On the album, the old crew is back – Dot Da Genius, Mike Dean, Plain Pat, Emile Haynie, and even Ratatat’s Evan Mast – and some new faces have been added to the fold: Take a Daytrip, the beat, especially – a duo make that pop up when the big Atlanta producers are too busy. To make the album seem more important, it is split into four acts and tries to follow a loose concept about trying to defeat its demons and find peace. Part of what made Cudi’s music appealing in the first place was that he was an everyone. His stories of how struggles with depression and loneliness affected his relationships were detailed enough to be personal, but also vague enough to be easily applied to someone’s life. That’s no longer the reality, and Cudi doesn’t seem to realize it.

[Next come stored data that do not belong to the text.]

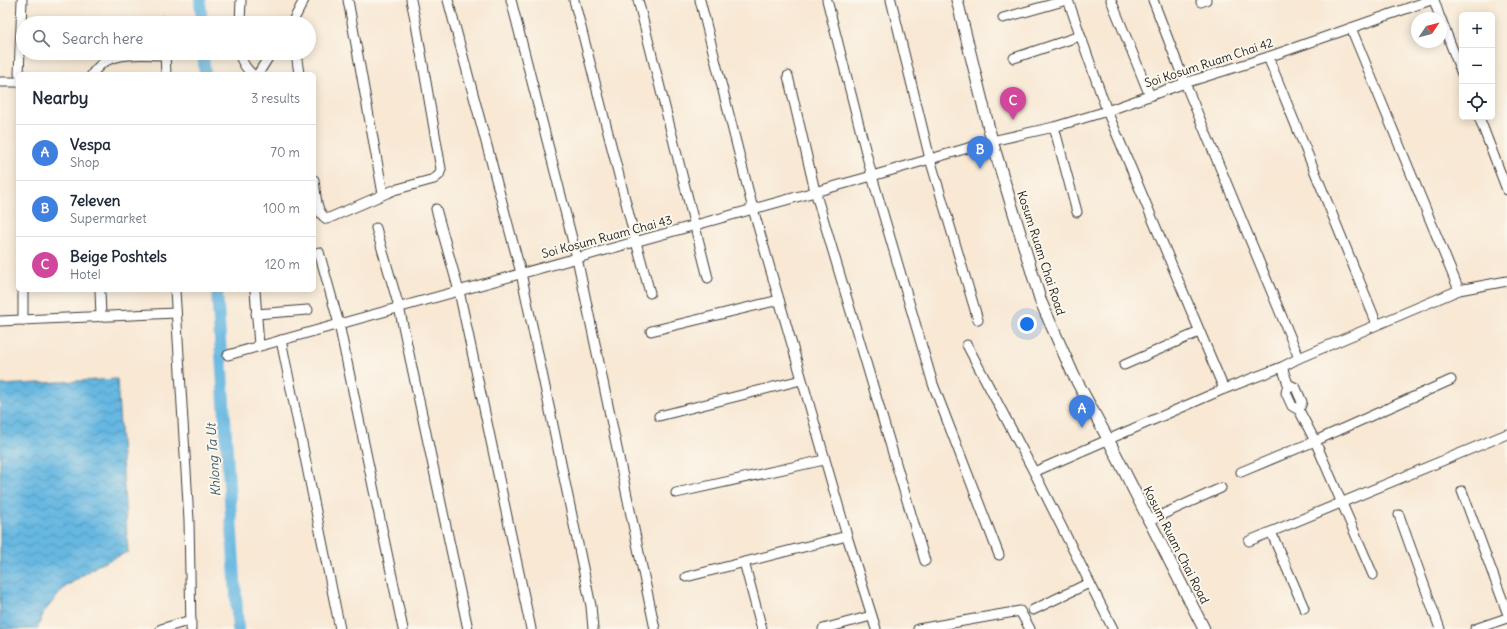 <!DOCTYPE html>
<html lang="en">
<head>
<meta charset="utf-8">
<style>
	body { margin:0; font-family:Delius,sans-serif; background:#f2f2f3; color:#1f2937 }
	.controls { position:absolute; right:12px; top:12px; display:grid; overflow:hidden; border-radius:6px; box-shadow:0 2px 10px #0003 }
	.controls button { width:36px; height:36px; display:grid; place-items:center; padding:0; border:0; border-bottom:1px solid #e0e1e3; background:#fff; color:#1f2937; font:20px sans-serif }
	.compass { position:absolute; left:1411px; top:12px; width:36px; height:36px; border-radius:50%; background:#fff; box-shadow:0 2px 10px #0003; rotate:55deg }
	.you { position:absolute; left:1027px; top:324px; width:14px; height:14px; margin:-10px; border:3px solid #fff; border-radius:50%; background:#1a73e8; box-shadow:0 0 0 6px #1a73e833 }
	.badge { display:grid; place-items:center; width:26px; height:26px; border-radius:50%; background:#111827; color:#fff; font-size:13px; font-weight:700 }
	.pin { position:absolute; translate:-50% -33px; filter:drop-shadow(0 1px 2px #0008) }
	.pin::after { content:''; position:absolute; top:21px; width:14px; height:12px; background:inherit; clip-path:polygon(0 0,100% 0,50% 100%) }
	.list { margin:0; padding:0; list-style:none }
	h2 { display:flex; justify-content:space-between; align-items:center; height:52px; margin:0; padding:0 16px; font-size:17px }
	h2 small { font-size:13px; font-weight:400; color:#747a83 }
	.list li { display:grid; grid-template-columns:26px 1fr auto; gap:12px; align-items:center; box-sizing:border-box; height:56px; padding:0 16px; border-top:1px solid #e0e1e3 }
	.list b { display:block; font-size:15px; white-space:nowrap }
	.list p { margin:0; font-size:13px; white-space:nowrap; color:#747a83 }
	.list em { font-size:13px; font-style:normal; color:#747a83 }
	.icon { flex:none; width:22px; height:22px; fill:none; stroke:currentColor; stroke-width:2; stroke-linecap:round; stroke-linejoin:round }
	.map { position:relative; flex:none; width:1507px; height:629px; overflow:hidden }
	.search { position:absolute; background:#fff; box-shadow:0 2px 10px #0003; left:16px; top:16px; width:300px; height:44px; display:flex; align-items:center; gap:10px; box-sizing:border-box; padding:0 14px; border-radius:22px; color:#747a83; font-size:15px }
	.panel { position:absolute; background:#fff; box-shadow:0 2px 10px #0003; left:16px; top:72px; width:300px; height:220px; border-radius:6px }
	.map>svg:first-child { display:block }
</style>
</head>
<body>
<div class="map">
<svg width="1507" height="629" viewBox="0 0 1507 629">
	<defs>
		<pattern id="water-waves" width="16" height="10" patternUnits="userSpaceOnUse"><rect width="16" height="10" fill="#66b7e1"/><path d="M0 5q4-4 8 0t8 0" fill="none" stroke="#5394b6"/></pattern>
	</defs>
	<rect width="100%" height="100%" fill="#fbf7ec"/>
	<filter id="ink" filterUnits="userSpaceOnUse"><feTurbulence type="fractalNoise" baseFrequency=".025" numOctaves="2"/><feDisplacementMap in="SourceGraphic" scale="8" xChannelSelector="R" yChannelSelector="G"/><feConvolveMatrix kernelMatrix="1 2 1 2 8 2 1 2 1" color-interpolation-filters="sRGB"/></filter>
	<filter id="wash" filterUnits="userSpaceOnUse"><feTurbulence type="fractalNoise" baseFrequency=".012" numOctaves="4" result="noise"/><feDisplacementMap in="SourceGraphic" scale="16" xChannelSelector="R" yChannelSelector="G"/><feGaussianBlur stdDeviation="0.9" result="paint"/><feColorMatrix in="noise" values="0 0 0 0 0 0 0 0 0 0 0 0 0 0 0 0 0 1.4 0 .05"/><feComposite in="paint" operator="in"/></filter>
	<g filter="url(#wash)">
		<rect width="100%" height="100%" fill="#f8e8d4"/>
		<!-- water -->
		<path fill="url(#water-waves)" stroke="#416a7e" d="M117,379L128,552L98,565L64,588L44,612L37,629H0V385Z"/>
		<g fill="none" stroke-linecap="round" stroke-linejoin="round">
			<!-- canal -->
			<g stroke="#66b7e1" stroke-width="12">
				<path d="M200,0L202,23"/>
				<path d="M203,53L205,74"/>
				<path d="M217,290L238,629"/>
			</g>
		</g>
	</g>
	<g filter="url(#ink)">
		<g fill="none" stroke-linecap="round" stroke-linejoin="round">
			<defs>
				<g id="minor">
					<path d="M348,0L383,194"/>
					<path d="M448,0L521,273L591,606L593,629"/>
					<path d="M511,0L577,258L655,629"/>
					<path d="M574,0L636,242L650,293"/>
					<path d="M638,0L708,278"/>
					<path d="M700,0L753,209L847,536L876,629"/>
					<path d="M827,0L872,176L933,384L999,555"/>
					<path d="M891,0L930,159L978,320"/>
					<path d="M1068,0L1107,111L1224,389"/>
					<path d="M1111,0L1150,96"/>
					<path d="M1153,0L1185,83L1299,358"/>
					<path d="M1434,0L1440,18"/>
					<path d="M1201,2L1206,0"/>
					<path d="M1003,18L1067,0"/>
					<path d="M1441,19L1462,74"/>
					<path d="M163,21V23"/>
					<path d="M240,23L241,0"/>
					<path d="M292,23L304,0"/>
					<path d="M1351,28L1459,290"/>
					<path d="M165,53L166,74"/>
					<path d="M239,53C242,62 245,68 252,74"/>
					<path d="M296,53L299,74"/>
					<path d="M1268,57L1377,324"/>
					<path d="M1014,58L1080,36"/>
					<path d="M19,74L22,0"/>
					<path d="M92,74C96,69 100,64 106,61C122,52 147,55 165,55"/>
					<path d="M258,74L271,53"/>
					<path d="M788,76L815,191L925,561"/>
					<path d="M0,82H18"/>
					<path d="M1479,117L1507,190"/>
					<path d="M1054,127L1077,212"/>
					<path d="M314,180C316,192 315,213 327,219L394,190L434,179L439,175L441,169L416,24L411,0"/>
					<path d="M436,209L459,291L531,629"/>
					<path d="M376,228L399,307L468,629"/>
					<path d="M319,252L339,324L403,629"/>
					<path d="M23,290V320"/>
					<path d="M100,290L101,317"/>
					<path d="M175,290L189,520L191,629"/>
					<path d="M255,290L259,346"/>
					<path d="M256,314L308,310"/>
					<path d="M0,321L176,313"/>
					<path d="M651,331L779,300"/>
					<path d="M281,340L340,629"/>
					<path d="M967,345L1034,472L1113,629"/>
					<path d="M228,355L872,176L992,141L1054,127L1107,111L1185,83L1268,57L1431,0"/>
					<path d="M1124,365L1199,332"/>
					<path d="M1282,367L1288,384L1286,393L1292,406L1299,410L1315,441L1373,575"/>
					<path d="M1288,384L1296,388L1302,402L1299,410"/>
					<path d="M659,416L801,380"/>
					<path d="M1034,472L1224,389L1282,367L1299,358L1459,290L1507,281"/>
					<path d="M1241,472L1315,441L1451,380"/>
					<path d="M1462,491L1507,612"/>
					<path d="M676,493L824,460"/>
					<path d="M1399,515L1440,629"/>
					<path d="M1148,521L1221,488"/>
					<path d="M1271,532L1304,608"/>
					<path d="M1249,541L1507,434"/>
					<path d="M744,562L762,629"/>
					<path d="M686,577L847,536"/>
					<path d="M1033,610L1089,583"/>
					<path d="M161,629L191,620"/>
					<path d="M823,629L871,616"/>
					<path d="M918,629L1020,611L1030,629"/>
					<path d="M1475,629L1507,618"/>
				</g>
				<path id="tertiary" d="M957,0L992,141L1041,302L1073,374L1108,439L1204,629"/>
			</defs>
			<!-- minor casing -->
			<use href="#minor" stroke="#3d3b38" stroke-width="11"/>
			<!-- tertiary casing -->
			<use href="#tertiary" stroke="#3d3b38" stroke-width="13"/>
			<!-- minor -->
			<use href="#minor" stroke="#fff" stroke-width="9"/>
			<!-- tertiary -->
			<use href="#tertiary" stroke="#fff" stroke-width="11"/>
		</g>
	</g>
	<g text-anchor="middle" stroke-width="4" stroke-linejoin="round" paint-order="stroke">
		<!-- street labels -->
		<g font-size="12" fill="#1c1c1c" stroke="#fbf7ec">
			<text transform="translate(1209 63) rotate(-18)" y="4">Soi Kosum Ruam Chai 42</text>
			<text transform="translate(607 237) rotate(-15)" y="4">Soi Kosum Ruam Chai 43</text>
			<text transform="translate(1041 253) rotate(72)" y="4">Kosum Ruam Chai Road</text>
			<text transform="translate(1176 545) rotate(63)" y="4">Kosum Ruam Chai Road</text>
		</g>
		<!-- water labels -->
		<g font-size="13" font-style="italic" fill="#3a5a6b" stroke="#fbf7ec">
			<text transform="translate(213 460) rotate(-94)" y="5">Khlong Ta Ut</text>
		</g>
	</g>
</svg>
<div class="controls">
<button>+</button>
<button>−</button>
<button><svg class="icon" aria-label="locate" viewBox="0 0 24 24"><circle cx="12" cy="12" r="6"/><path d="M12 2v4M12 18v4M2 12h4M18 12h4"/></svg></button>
</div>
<svg class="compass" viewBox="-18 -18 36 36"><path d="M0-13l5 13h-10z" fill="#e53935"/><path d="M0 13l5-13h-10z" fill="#747a83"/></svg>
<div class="you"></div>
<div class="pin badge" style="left:1082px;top:428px;background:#3f7fe0">A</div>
<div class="pin badge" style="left:980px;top:169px;background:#3f7fe0">B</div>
<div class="pin badge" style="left:1013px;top:120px;background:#d1479c">C</div>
<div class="search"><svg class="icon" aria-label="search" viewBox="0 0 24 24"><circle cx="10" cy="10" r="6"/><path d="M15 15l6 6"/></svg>Search here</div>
<section class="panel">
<h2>Nearby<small>3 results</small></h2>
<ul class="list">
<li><span class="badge" style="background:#3f7fe0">A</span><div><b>Vespa</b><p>Shop</p></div><em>70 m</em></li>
<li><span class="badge" style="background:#3f7fe0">B</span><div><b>7eleven</b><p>Supermarket</p></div><em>100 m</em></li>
<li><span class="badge" style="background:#d1479c">C</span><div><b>Beige Poshtels</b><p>Hotel</p></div><em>120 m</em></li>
</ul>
</section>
</div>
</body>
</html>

When not trying to be recognizable, Cudi excels. “Girl tells me she don’t know what she wants / Lotta demons creep up, they live under it,” he raps with malaise on the best song on the album, “Tequila Shots,” rattling out a snippet of his life in instead of trying to capture the spirit of the times. Across this familiar sounding Dot Da Genius and Daytrip beat, his tone also catches the perfect balance, not too mundane or overly excited, which is usually the case for him.
The worst thing that happened to Cudi, musically, is the time he spent around Travis Scott. On ‘Damaged’ you tick off the hollow arena-ready production, one-note croons, screeching ad-libs and a disappointing drop off all the boxes of a record that’s generic enough to fit on Jackboys. The same can be said for “Show Out”; Pop Smoke’s verse sounds like it was never meant to be used, the drill-influenced beat is like when fast fashion steals track designs and Cudi’s spirituality is superficial. Cudi seems to think he makes records where the audience at Rolling Loud eventually goes, but he’s more likely to end up at dinner parties hosted by Virgil Abloh.
But even if Cudi pauses the anger, Man on the Moon III is no better. If it wasn’t for real, ‘She Knows This’ would be known as a lazy parody of a Cudi song: it starts with a Michael Cera sample of Scott Pilgrim and ends with Cudi using vocal manipulation techniques that follow the My beautiful dark twisted fantasy sessions. The second half of the album touches all of Cudi’s clichés: “The Void” has the lifeless hum; “Lovin ‘Me” has the empty-hearted collaboration with an indie sweetheart, this time it’s Phoebe Bridgers; “Elsie’s Baby Boy” sings half-heartedly to a miserable-sounding guitar monster that has plagued almost every Cudi record after Man on the Moon II.
And while it’s admirable to hear Cudi talk about his struggles with mental health and addiction, it doesn’t automatically make the music worthwhile. Cudi croons, “Say, ‘I’m waiting’ to die, ‘I’m crying / Many nights I’ve spent screwing up, livin’ a lie,” on “Mr. Solo Dolo III,” a sequel to Man on the moon striking, but its flat vocals and sloggy production just make it disappointing. If anything, “Mr. Solo Dolo III” is only memorable because of the title, which likes it too much Man on the Moon III continues on a legacy built a lifetime ago.